- Directions: Every line in the records below that holds "serif" must be identified and copied.

Listed records START

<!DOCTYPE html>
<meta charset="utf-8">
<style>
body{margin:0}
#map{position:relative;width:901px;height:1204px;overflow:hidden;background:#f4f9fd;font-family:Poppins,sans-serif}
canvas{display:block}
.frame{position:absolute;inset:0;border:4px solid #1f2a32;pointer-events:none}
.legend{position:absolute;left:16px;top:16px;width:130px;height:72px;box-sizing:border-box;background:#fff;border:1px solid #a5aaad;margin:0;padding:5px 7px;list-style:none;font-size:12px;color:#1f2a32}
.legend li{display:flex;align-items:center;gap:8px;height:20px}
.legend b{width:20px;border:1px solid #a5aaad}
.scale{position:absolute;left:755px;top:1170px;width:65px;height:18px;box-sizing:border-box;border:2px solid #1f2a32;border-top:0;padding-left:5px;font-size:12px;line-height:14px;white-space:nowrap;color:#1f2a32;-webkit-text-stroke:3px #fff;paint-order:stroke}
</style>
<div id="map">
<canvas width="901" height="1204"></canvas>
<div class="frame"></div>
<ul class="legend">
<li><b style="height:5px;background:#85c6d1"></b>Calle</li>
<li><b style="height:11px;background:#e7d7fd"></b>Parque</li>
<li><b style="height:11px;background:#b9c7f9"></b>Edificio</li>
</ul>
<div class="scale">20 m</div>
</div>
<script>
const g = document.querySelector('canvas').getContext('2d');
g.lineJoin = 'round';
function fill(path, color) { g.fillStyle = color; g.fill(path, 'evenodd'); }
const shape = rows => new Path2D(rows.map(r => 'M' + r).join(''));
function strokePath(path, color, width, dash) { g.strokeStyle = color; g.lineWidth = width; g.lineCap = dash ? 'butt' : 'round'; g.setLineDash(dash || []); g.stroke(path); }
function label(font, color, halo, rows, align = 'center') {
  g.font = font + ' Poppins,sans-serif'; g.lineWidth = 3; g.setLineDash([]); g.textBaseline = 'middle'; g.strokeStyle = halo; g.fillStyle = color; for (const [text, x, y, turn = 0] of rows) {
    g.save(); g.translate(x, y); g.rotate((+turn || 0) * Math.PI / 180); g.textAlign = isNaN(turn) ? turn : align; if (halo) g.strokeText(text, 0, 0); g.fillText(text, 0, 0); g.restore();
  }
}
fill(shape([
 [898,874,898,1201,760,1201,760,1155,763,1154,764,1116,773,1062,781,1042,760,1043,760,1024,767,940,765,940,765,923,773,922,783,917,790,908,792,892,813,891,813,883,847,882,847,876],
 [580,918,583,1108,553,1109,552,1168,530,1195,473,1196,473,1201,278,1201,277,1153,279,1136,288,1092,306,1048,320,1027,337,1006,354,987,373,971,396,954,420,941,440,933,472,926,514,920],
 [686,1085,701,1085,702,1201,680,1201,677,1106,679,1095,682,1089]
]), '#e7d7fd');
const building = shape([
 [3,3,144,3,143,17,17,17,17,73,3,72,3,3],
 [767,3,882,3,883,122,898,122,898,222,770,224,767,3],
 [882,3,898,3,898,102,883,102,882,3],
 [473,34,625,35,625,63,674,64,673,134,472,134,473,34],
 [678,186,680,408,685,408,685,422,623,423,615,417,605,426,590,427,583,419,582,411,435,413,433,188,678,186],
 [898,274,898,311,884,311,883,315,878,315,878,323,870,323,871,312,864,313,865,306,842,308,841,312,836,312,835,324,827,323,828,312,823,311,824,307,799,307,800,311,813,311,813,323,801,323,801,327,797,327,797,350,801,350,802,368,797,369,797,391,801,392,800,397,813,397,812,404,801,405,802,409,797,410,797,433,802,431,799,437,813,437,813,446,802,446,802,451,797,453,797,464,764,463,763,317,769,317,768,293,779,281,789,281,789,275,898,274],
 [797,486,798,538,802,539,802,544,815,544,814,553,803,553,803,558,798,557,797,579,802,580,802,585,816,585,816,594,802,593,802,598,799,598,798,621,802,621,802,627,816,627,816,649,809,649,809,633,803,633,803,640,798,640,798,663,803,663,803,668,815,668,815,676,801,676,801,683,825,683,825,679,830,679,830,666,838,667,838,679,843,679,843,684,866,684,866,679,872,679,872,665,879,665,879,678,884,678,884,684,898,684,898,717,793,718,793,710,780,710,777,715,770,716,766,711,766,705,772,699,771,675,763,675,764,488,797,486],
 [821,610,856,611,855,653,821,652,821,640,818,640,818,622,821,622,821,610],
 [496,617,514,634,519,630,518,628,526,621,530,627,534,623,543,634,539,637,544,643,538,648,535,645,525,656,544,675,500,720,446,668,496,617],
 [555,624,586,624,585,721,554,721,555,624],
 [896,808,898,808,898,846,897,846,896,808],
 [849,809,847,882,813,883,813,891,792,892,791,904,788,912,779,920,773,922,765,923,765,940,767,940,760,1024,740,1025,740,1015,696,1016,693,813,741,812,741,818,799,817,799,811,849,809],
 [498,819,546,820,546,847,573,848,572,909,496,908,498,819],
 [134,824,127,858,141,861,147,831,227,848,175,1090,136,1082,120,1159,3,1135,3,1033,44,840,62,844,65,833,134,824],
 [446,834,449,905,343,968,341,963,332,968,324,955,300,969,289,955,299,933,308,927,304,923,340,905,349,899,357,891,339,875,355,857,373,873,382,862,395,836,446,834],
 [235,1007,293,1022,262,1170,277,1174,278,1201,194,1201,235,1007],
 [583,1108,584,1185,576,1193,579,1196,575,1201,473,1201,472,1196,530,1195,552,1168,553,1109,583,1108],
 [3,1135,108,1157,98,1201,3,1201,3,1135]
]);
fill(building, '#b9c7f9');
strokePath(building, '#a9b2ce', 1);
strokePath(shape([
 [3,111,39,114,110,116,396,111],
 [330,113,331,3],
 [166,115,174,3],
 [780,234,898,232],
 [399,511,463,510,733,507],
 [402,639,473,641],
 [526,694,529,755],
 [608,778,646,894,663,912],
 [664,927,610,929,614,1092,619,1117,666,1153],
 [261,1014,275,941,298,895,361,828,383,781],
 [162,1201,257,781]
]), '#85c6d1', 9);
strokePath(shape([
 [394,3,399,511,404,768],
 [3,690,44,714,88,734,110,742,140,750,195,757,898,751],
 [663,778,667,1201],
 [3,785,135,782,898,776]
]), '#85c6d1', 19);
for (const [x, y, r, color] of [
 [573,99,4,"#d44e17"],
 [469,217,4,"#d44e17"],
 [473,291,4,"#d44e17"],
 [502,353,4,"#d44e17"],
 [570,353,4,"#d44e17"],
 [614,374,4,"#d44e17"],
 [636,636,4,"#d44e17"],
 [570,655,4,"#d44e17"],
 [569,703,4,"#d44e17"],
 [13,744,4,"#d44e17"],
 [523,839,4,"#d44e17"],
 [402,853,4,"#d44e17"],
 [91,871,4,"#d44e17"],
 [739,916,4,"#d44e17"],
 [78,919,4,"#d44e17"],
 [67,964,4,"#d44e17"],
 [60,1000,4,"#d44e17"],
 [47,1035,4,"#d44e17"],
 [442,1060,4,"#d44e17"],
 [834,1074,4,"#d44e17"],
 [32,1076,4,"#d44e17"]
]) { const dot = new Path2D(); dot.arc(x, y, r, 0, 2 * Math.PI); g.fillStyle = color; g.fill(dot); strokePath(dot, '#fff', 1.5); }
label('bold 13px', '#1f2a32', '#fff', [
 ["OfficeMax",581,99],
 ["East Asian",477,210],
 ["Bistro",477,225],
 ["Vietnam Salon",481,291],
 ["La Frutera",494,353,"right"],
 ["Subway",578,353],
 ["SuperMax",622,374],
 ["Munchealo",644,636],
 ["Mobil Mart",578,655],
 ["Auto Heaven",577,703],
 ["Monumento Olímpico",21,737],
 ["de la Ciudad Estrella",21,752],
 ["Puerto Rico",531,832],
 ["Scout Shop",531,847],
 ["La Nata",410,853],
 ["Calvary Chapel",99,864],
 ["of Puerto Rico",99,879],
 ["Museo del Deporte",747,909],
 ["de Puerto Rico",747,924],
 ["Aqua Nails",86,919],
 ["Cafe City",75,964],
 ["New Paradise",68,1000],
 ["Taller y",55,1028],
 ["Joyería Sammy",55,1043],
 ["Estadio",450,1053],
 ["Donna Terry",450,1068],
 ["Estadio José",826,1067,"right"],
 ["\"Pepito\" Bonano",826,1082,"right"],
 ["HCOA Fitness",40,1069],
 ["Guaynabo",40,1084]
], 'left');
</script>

Listed records END

- Exercise answer:
#map{position:relative;width:901px;height:1204px;overflow:hidden;background:#f4f9fd;font-family:Poppins,sans-serif}
  g.font = font + ' Poppins,sans-serif'; g.lineWidth = 3; g.setLineDash([]); g.textBaseline = 'middle'; g.strokeStyle = halo; g.fillStyle = color; for (const [text, x, y, turn = 0] of rows) {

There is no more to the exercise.